Jean-Pierre Cavaillé


[1] Voir l’auto-présentation du GDM, sur son site : « Le GDM entend contribuer à la formulation et à la défense des droits humains et plus particulièrement des droits des minorités (d’origine nationale, culturelle, linguistique et religieuse), et ce dans une perspective universelle ».

[2] Les débats autour du refus, dit Giblin dans sa présentation, de ratifier la Charte européenne, ont montré, « dans un pays qui depuis la Révolution, a évité de lier langue et nation » que les « liens entre la nation et la langue sont étroits et complexes, même si peu de territoires d’États-nations correspondent parfaitement à une aire linguistique » (p. 10). En réalité, cette union entre nation et langue française était bien supposée par la chasse aux patois, même si elle ne pouvait être assumée comme telle sans déroger aux principes universalistes de la République et à une conception formelle de la nation comme adhésion volontaire des citoyens. Il s’agit en tout cas, avec l’article 2 de la Constitution et tout ce qui en découle (rejet de la Charte, refus de l’intégration de Diwan…) d’une véritable dérive, dont le caractère ethniciste est souligné à juste titre par Giordan dans son intervention.

[3] Voir par contre, dans le même n°, les interventions de Rinaldo Locatelli, Responsable exécutif du Congrès des pouvoirs locaux et régionaux en Europe : « Les objectifs et les intentions des initiateurs de la Charte européenne des langues régionales ou minoritaires » et de Regina Jensdottir, administrateur-juriste au Conseil de l’Europe : « Qu’est-ce que la Charte européenne des langues régionales ou minoritaires ? » .

[4] En effet, la référence bibliographique donnée en note : « L’occitan aujourd’hui », in Jean-François P. Bonnot (dir.), Paroles régionales, normes, variétés linguistiques et contexte social, Presses universitaires de Strasbourg, Strasbourg, 1995, p. 183-194, p. 193 est fausse. Il s’agit peut-être de ce Pierre Martel, curé de campagne en Haute-Provence, fondateur 1953, de l’association Alpes de Lumière, amateur éclairé, grand connaisseur du patrimoine matériel de la Haute-Provence, mais qui n’a jamais publié d’ouvrages sur la langue et dont on ne peut certes pas dire qu’il fut un « spécialiste des dialectes occitans ». Voir un recueil de ses écrits : in Pierre Martel. Une pensée et une action pour la Haute-Provence. Collectif. Alpes de Lumière n°143.

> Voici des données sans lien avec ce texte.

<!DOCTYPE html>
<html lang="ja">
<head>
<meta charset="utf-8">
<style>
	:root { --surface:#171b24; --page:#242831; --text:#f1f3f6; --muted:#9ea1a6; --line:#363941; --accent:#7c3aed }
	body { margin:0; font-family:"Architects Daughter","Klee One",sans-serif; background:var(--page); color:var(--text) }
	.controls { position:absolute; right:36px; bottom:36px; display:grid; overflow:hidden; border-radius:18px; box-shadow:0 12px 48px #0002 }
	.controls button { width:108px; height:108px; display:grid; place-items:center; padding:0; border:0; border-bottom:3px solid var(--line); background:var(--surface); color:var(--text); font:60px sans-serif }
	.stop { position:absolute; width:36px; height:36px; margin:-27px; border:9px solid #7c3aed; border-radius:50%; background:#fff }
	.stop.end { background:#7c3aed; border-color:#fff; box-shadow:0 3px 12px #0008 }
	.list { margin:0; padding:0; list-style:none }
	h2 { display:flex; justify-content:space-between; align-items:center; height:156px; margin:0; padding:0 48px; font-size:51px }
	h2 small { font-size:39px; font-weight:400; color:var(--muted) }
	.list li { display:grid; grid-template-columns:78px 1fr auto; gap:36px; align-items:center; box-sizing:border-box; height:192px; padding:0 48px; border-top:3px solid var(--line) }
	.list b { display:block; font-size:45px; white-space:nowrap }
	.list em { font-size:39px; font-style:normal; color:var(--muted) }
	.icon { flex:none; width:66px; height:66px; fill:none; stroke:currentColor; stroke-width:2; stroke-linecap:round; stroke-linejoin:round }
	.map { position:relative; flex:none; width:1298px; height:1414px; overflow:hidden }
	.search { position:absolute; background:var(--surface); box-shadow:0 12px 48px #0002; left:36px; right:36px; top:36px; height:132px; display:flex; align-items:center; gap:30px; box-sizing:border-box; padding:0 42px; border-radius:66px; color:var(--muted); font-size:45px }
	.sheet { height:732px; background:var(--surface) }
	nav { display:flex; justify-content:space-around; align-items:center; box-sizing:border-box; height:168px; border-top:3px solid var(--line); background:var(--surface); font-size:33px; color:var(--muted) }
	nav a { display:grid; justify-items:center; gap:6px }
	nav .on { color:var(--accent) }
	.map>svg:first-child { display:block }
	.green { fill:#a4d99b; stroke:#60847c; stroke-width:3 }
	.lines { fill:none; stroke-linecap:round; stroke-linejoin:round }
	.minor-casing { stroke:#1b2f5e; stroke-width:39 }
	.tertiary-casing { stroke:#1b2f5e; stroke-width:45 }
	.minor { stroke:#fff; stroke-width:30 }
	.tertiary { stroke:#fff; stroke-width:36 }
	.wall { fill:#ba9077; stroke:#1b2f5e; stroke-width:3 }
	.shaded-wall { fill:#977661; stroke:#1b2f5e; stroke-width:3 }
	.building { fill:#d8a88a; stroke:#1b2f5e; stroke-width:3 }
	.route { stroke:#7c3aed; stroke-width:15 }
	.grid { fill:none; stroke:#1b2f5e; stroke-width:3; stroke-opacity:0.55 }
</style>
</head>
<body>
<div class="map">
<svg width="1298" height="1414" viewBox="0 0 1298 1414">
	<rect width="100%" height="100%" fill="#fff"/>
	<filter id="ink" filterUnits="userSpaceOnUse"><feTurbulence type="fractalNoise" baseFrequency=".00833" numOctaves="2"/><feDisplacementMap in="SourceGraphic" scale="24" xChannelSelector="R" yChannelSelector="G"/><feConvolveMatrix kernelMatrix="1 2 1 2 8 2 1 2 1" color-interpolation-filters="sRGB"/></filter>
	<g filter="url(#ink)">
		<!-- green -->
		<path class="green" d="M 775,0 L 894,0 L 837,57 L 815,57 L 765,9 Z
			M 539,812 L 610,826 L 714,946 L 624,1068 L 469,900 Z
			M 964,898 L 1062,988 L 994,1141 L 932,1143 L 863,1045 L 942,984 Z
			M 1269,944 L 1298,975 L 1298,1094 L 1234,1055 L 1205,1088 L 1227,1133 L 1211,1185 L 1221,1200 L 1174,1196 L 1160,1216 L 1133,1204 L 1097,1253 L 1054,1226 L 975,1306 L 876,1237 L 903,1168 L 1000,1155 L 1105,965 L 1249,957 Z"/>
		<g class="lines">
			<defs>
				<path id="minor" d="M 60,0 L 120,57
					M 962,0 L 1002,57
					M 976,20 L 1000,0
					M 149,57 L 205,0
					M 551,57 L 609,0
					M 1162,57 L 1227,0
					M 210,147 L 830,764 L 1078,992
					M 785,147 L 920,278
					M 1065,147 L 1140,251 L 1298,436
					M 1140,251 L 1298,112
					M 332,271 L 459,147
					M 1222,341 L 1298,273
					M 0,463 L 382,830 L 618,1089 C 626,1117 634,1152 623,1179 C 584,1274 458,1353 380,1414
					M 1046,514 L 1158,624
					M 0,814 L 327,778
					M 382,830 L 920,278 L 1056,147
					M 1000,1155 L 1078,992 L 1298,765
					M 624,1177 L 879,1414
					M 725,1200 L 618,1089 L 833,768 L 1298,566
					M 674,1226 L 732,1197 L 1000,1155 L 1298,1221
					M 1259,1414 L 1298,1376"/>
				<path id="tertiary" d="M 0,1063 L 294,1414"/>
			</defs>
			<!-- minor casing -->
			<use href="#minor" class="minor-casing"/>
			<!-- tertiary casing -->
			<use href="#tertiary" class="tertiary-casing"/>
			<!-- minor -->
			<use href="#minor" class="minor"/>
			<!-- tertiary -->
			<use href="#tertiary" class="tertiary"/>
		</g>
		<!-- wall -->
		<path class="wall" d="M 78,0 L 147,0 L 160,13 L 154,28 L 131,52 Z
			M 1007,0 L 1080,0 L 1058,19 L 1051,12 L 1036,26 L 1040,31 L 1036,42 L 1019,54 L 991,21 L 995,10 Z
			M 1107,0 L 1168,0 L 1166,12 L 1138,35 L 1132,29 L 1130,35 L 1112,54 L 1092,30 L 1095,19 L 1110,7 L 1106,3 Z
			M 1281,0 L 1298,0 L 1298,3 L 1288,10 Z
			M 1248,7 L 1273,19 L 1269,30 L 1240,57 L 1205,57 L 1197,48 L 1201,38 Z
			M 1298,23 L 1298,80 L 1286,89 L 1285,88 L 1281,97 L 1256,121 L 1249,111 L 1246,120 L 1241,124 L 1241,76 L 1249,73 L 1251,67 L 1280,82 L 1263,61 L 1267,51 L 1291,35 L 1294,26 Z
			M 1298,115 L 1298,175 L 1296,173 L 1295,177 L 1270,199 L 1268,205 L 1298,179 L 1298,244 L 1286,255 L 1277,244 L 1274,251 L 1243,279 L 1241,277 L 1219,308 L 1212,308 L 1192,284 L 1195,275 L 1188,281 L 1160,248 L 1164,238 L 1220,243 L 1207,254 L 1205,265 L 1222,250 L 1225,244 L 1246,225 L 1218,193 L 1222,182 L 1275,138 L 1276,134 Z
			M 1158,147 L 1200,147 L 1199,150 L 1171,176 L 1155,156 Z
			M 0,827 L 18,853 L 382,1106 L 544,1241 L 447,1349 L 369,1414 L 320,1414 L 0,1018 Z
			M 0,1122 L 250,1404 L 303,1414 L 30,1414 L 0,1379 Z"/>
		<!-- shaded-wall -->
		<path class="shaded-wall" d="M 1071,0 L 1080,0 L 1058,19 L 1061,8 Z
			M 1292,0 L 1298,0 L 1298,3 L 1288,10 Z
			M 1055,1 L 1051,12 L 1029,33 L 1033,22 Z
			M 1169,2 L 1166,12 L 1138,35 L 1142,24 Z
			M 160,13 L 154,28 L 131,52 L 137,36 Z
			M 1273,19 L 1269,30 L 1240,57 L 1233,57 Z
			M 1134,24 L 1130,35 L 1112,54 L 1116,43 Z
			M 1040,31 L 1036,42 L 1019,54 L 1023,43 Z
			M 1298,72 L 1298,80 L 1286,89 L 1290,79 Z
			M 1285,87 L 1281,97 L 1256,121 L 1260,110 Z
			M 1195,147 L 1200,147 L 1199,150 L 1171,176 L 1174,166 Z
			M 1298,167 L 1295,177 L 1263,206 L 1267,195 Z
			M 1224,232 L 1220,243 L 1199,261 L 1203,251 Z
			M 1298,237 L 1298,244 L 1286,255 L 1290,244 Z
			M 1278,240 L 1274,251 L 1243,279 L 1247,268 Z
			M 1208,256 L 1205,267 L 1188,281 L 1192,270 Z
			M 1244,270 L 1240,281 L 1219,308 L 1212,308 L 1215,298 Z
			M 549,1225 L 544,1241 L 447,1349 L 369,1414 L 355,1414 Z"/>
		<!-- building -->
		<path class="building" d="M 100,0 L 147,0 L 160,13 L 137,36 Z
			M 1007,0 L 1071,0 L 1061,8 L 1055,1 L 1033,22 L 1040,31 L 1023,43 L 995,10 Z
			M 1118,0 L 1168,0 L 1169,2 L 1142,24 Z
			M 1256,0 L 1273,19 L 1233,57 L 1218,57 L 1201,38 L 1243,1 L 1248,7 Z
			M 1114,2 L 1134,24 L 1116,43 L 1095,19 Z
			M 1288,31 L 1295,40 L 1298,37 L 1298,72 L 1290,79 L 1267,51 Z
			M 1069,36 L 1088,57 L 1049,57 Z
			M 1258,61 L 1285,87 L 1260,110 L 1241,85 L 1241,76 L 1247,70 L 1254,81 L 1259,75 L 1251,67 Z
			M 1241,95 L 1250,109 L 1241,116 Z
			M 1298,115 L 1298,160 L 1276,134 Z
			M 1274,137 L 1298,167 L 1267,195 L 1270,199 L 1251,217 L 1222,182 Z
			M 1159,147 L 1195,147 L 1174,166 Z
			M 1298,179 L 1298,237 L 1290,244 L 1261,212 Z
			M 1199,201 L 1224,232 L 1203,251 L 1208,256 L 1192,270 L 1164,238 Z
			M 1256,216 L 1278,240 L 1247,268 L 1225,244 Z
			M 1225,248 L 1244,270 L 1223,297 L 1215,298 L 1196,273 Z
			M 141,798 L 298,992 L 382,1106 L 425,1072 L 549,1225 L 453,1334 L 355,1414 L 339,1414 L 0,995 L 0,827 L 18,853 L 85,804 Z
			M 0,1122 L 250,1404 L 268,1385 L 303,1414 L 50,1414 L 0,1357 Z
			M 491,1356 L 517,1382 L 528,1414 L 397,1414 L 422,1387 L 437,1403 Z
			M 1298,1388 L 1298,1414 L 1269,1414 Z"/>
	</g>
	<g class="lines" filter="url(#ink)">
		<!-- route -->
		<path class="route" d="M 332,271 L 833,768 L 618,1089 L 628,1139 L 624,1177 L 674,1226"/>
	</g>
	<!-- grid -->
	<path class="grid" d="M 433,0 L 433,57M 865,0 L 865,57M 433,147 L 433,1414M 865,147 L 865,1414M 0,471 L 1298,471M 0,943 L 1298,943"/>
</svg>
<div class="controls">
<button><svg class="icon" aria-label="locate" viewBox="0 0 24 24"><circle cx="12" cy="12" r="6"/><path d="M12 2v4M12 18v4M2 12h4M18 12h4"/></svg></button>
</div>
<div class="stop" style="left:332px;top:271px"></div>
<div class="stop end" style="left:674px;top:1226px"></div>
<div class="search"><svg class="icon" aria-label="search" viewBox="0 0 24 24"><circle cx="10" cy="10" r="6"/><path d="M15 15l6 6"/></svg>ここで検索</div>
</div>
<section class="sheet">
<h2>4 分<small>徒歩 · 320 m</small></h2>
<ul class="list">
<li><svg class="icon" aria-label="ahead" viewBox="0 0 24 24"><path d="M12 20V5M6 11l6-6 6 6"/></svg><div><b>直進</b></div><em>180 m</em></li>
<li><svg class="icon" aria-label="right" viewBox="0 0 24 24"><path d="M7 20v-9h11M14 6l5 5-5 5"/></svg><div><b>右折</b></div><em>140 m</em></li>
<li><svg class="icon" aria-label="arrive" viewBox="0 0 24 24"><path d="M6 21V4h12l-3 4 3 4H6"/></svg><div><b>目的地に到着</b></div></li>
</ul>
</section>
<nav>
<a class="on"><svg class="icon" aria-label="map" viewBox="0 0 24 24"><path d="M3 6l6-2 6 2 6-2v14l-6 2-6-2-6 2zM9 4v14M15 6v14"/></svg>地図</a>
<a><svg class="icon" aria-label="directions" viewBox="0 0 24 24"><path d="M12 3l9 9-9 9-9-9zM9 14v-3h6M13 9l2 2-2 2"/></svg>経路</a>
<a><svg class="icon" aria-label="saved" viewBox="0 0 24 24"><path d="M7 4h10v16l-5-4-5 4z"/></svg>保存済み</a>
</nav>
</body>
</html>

Ajout du 12.11.2008 : en fait, il s'agit d'une citation de Philippe Martel,  faussement référencée, entièrement manipulée et falsifiée comme l'auteur lui-même le déclare dans le commentaire que l'on peut lire à la suite du présent article. Paix donc aux cendres de Pierre Martel !

[5] La référence donnée par Loyer (Henri Boyer, 1987, cité par Eva Vetter, Plus de Breton ?, Ed. An Here, Le Relecq-Kerhuon, 1999, p. 28), trahit une connaissance indirecte du livre de Boyer, dont le titre n’est même pas lême mentionné : Sociolinguistique et politique linguistique : l'exemple catalan, Paris, Didier, 1987.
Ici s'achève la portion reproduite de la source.